How news media can prevent contributing to weight stigma

Clinical-looking white photograph of the top of a medical scale

“If everyone in the U.S. saw half as many headlines about the obesity epidemic as they see now, the world would be a much better place.”

Note on language: In this piece, “fat” is a neutral descriptor for body size in alignment with one area of academic study. This article strays away from terms such as “obesity” and “obese.” According to researchers in the discipline of fat studies, both terms are pathologizing, meaning they equate weight with health and frame larger body sizes as abnormal. Most often “obese” is used in a clinical setting, often in reference to the  flawed BMI scale.

The “headless fatty” trope, a phenomenon coined by psychotherapist Charlotte Cooper, is one way journalists contribute to weight stigma and the negative everyday experiences of fat people. 

The headless fatty trope occurs when photos or videos of fat people are used in visual news without their consent. The clips, often stock or file footage known as “b-roll,” show people’s torsos and bodies but not their faces.
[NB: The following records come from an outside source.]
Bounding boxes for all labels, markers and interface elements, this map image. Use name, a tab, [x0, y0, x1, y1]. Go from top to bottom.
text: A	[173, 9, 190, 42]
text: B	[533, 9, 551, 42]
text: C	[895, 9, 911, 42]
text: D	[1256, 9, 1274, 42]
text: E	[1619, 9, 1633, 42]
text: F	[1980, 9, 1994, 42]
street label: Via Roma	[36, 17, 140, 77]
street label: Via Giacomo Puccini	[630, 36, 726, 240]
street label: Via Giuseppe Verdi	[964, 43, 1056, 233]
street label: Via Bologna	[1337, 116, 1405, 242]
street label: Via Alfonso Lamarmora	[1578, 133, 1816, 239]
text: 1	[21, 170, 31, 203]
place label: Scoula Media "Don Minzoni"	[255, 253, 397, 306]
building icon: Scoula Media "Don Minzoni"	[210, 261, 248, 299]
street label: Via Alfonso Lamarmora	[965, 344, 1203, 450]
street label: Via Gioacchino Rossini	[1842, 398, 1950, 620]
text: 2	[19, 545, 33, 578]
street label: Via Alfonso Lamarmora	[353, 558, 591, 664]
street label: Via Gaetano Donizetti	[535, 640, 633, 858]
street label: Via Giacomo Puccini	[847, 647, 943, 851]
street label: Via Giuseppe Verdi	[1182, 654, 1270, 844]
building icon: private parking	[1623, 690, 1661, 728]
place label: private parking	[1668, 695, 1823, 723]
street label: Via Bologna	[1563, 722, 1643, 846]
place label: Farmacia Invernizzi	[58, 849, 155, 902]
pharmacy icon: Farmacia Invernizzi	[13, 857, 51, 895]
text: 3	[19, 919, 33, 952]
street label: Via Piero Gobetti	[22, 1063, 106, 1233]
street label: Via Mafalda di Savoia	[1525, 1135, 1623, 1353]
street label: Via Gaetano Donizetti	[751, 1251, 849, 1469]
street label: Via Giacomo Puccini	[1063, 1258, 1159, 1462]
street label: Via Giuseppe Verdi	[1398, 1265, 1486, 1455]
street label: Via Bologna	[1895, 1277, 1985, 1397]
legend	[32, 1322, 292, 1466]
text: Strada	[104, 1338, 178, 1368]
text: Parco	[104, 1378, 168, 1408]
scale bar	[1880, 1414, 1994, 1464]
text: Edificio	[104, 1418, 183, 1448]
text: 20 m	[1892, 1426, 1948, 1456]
In one study, researchers analyzed photos of fat people used in news media and found that nearly half showed bodies only from the shoulder down. 

Kate Phelps, a fat studies researcher and professor at the University of Wisconsin–Madison, says these dehumanizing clips are used as a “cautionary tale and form of fear mongering around a constructed obesity epidemic that is often not engaged with in a critical way other than by academics and activists.”

According to Mikey Mercedes, a doctoral candidate at The Brown University School of Public Health, “Fat people are paid less, they’re evaluated more harshly. They’re ostracized in many social scenarios.”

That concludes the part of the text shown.